▸ Assigned task: Copy out every line of the data that has the word "Vera" somewhere in it.
BEGIN Dataset records
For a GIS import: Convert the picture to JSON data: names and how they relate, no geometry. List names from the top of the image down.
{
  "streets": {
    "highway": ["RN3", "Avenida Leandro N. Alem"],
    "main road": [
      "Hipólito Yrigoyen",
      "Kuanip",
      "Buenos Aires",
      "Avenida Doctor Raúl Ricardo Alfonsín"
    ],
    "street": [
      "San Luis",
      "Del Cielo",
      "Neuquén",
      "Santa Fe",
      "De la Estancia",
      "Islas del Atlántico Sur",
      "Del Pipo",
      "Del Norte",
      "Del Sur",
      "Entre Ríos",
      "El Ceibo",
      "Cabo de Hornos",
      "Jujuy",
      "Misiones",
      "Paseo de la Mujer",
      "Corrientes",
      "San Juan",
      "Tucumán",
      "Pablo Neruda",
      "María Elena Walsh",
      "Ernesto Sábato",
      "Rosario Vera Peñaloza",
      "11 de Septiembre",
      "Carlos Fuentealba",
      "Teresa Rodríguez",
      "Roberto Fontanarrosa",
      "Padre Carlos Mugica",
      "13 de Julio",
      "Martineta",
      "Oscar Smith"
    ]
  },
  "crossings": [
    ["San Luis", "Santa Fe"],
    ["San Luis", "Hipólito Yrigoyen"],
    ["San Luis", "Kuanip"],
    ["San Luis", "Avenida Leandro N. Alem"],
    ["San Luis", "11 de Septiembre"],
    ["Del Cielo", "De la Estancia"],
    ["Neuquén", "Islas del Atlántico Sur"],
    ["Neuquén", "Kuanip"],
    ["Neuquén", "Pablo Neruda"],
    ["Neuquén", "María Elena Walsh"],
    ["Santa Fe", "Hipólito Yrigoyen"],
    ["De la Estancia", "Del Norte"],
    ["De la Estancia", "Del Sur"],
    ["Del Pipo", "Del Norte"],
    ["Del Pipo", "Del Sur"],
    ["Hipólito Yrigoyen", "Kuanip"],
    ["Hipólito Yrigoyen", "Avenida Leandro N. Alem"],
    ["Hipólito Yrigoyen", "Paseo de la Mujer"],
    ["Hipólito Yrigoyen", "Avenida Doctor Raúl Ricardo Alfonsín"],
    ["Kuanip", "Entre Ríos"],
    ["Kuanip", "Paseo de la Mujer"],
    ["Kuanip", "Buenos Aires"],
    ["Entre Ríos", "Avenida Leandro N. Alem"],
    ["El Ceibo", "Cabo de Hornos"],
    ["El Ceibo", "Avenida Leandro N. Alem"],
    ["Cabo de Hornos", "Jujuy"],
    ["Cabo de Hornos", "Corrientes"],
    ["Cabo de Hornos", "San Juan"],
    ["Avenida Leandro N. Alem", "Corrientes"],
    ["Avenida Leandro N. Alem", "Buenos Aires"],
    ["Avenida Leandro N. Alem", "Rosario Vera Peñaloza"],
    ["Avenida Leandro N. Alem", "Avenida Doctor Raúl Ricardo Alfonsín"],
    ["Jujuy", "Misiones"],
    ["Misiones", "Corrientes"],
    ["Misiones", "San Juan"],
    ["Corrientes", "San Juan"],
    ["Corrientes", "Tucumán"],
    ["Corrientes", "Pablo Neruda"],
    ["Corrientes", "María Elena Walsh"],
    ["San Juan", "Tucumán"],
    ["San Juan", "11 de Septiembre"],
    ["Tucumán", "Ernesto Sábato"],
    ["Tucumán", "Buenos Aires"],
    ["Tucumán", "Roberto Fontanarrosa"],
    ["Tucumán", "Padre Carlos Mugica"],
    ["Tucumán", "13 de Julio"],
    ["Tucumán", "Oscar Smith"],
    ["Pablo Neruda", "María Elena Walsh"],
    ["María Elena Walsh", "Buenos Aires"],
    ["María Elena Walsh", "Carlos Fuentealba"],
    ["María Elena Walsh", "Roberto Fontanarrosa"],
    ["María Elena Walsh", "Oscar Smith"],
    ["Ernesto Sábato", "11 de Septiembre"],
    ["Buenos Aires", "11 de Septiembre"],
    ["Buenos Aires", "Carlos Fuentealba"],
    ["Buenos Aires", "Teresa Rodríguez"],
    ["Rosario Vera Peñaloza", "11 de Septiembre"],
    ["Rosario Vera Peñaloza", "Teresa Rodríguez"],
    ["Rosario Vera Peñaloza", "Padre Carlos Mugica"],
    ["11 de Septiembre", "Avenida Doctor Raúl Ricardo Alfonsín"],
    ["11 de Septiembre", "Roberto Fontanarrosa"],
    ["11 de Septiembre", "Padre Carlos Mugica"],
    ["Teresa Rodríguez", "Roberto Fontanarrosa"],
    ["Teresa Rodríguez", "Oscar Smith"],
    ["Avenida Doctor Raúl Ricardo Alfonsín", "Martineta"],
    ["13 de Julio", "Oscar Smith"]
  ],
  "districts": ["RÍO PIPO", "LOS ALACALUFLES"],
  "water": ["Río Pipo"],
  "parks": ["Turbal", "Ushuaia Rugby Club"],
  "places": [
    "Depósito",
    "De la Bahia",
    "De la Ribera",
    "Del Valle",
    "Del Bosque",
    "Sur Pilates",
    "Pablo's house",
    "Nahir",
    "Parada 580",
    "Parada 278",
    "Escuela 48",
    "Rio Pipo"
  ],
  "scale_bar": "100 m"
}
END Dataset records
▸ Written solution:
      "Rosario Vera Peñaloza",
    ["Avenida Leandro N. Alem", "Rosario Vera Peñaloza"],
    ["Rosario Vera Peñaloza", "11 de Septiembre"],
    ["Rosario Vera Peñaloza", "Teresa Rodríguez"],
    ["Rosario Vera Peñaloza", "Padre Carlos Mugica"],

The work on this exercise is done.